-- TASK STATEMENT --
The response must be made up of the lines in the entries below that contain "function".

=== Section Start ===

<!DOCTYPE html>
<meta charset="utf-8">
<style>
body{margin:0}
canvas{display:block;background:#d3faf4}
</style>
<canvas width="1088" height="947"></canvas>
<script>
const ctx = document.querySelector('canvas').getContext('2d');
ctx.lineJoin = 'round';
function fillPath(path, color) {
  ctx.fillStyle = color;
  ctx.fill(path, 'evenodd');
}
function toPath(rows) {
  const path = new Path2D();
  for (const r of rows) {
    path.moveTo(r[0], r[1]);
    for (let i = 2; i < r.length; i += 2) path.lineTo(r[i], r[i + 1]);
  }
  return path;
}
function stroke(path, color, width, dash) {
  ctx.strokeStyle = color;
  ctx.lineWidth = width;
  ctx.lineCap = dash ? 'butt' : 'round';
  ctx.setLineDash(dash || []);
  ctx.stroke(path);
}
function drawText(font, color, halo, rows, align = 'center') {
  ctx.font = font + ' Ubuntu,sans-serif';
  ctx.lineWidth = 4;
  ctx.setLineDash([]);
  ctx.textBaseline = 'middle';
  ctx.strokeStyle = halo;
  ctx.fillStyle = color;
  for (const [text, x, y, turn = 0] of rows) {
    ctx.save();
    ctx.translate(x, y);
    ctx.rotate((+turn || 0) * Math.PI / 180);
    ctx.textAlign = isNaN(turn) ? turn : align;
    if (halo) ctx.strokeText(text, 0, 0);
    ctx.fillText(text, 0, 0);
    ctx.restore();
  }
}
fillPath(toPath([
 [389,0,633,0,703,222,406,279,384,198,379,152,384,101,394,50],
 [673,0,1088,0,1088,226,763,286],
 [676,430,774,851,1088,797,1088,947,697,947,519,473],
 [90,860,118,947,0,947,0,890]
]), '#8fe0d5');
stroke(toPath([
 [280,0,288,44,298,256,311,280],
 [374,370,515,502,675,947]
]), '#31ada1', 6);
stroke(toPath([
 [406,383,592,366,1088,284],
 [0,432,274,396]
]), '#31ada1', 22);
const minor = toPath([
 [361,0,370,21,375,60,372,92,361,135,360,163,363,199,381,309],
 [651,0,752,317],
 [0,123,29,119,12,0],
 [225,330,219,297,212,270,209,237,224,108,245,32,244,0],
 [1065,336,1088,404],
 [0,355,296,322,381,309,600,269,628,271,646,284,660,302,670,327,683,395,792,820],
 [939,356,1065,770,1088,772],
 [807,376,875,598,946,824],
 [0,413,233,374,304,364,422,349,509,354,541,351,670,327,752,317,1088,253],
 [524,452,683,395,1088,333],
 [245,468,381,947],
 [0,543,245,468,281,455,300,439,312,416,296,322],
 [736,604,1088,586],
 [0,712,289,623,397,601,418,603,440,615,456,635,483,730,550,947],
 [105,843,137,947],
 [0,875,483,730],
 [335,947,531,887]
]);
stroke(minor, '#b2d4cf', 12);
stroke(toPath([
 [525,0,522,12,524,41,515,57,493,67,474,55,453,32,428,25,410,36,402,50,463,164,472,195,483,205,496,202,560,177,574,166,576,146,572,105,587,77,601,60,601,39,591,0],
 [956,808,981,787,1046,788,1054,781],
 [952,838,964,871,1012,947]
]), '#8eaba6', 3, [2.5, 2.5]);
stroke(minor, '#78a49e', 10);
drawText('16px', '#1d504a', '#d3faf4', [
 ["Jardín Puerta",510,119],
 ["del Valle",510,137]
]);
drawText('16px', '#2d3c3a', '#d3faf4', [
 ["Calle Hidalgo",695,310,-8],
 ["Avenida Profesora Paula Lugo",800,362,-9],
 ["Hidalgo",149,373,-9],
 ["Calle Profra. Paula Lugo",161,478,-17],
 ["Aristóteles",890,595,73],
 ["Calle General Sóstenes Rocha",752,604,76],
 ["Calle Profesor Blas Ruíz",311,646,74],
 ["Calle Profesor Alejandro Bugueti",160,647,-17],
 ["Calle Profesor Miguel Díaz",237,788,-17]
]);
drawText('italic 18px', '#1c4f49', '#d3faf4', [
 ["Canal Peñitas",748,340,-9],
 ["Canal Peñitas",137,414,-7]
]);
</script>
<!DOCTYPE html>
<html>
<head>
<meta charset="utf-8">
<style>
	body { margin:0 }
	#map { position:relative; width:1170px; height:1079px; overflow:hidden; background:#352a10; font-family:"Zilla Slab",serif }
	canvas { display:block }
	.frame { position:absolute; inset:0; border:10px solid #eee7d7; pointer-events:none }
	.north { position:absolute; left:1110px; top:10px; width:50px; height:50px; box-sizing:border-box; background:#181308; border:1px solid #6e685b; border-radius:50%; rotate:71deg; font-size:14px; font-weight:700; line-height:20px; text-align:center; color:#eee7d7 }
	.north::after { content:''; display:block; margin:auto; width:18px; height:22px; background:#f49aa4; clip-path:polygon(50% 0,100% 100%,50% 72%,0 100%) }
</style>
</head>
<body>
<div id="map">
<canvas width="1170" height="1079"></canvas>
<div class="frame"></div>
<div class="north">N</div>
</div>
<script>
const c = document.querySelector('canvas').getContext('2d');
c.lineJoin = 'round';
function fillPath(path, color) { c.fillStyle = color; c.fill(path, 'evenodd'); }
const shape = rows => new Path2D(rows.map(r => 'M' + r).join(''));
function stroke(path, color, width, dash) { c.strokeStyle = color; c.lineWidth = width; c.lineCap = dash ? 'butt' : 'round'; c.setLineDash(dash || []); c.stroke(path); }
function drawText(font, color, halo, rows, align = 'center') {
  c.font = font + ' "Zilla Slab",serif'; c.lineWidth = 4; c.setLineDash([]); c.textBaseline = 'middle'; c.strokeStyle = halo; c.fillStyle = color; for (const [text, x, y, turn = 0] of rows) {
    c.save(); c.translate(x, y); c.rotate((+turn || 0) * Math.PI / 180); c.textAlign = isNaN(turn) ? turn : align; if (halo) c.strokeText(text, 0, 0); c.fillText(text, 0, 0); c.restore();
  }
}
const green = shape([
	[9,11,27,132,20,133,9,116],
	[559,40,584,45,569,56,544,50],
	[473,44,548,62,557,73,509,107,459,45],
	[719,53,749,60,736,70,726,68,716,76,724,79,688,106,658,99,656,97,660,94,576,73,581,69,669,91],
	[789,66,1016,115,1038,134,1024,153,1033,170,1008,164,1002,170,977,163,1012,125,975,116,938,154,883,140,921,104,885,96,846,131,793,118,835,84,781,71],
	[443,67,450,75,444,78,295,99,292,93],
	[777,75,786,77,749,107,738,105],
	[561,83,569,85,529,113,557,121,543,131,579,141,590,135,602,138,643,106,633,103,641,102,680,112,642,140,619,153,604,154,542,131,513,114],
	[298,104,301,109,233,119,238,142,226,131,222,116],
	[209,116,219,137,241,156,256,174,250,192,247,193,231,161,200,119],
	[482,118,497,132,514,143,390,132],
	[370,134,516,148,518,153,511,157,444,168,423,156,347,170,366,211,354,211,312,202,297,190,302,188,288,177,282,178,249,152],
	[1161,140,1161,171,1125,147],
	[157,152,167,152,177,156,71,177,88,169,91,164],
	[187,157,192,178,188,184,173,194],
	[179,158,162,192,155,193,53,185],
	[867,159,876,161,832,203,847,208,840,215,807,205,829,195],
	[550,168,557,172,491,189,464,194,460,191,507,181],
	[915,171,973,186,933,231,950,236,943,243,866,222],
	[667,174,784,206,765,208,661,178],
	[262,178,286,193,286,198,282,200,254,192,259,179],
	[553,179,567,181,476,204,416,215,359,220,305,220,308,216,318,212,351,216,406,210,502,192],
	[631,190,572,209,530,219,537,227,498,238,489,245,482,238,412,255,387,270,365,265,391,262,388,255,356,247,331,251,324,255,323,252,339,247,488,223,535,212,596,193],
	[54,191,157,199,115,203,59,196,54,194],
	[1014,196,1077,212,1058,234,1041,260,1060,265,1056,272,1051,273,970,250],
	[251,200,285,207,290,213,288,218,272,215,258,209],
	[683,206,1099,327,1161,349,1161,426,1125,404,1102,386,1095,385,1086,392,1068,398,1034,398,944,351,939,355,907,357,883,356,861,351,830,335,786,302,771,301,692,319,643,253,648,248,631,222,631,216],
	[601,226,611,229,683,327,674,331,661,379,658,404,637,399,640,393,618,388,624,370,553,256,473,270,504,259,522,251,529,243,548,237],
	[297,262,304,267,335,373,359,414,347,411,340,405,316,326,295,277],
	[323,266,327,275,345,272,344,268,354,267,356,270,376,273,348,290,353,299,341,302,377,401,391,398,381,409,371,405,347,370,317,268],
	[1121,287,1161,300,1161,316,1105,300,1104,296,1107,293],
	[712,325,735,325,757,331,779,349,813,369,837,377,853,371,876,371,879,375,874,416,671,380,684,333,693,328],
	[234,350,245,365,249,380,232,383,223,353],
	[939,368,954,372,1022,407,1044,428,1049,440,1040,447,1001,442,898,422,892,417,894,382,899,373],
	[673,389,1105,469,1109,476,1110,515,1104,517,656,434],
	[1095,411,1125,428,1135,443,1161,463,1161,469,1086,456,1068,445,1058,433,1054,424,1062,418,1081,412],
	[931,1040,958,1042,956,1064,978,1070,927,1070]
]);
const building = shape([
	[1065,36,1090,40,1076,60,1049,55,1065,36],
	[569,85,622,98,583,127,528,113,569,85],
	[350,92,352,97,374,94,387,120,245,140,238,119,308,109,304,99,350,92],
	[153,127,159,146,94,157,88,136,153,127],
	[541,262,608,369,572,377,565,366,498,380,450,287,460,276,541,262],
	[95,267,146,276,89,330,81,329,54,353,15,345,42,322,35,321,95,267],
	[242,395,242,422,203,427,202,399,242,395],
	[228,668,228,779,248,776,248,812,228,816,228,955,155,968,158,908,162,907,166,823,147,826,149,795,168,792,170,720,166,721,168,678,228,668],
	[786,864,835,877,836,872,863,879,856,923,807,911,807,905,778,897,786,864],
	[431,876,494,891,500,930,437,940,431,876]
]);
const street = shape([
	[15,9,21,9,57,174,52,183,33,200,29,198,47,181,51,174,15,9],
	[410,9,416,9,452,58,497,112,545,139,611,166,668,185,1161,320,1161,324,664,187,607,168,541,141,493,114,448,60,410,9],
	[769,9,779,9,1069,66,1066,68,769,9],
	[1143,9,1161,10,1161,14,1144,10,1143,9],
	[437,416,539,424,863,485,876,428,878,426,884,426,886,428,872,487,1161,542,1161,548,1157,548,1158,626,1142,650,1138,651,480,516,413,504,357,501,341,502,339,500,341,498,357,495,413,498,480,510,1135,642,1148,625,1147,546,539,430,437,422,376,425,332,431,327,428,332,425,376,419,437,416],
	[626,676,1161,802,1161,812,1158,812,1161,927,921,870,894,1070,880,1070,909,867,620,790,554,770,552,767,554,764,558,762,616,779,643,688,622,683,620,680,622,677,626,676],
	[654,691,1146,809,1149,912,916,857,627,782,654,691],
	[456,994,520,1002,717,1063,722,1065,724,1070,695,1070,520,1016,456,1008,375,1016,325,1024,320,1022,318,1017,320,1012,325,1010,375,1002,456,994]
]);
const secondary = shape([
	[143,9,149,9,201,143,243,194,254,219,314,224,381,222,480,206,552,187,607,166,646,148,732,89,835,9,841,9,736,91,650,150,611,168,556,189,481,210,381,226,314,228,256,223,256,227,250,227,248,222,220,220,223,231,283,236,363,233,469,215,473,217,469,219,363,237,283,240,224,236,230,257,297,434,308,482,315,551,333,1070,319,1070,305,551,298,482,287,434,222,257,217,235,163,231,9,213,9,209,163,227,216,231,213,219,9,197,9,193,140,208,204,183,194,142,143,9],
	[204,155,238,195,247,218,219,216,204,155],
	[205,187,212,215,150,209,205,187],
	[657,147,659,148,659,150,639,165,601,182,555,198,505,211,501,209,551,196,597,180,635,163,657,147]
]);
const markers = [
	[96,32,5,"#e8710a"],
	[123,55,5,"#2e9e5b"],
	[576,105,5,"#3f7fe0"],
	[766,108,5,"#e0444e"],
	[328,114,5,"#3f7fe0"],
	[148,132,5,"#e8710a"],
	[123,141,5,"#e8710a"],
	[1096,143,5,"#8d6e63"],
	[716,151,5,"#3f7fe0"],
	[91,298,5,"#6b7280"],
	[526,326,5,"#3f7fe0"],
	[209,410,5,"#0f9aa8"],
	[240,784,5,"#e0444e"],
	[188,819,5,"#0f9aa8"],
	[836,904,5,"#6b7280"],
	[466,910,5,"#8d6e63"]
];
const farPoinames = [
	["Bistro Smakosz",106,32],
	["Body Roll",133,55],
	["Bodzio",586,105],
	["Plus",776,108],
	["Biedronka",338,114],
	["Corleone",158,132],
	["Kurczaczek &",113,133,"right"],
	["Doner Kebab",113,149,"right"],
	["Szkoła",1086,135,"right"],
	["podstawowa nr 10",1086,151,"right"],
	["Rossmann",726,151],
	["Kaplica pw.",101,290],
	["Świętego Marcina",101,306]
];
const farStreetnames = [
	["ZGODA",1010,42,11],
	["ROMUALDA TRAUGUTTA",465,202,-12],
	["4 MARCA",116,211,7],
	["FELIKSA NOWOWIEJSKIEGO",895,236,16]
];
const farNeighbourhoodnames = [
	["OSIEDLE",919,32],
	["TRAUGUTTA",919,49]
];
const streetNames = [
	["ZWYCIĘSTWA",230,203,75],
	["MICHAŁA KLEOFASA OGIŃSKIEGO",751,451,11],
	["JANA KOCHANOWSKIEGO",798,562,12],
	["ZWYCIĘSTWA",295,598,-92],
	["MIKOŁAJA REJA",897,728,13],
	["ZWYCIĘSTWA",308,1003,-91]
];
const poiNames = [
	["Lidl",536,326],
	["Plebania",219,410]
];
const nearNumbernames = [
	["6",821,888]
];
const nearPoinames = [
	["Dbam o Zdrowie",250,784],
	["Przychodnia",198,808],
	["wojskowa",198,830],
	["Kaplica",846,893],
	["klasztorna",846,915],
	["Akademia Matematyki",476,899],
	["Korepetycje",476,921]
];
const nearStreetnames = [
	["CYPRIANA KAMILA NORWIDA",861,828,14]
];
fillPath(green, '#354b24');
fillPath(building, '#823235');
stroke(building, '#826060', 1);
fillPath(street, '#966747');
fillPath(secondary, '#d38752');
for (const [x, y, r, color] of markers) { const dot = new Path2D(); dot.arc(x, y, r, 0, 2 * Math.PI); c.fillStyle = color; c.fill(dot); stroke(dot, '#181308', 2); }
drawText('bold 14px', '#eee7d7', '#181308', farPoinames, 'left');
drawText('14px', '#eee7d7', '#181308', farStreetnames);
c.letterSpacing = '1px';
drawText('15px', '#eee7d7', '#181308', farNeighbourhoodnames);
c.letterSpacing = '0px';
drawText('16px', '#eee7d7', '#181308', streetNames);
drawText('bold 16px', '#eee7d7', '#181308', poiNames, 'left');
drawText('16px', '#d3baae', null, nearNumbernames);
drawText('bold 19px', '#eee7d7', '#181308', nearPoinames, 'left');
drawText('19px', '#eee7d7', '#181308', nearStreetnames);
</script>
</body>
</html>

=== Section End ===

-- FINAL ANSWER --
function fillPath(path, color) {
function toPath(rows) {
function stroke(path, color, width, dash) {
function drawText(font, color, halo, rows, align = 'center') {
function fillPath(path, color) { c.fillStyle = color; c.fill(path, 'evenodd'); }
function stroke(path, color, width, dash) { c.strokeStyle = color; c.lineWidth = width; c.lineCap = dash ? 'butt' : 'round'; c.setLineDash(dash || []); c.stroke(path); }
function drawText(font, color, halo, rows, align = 'center') {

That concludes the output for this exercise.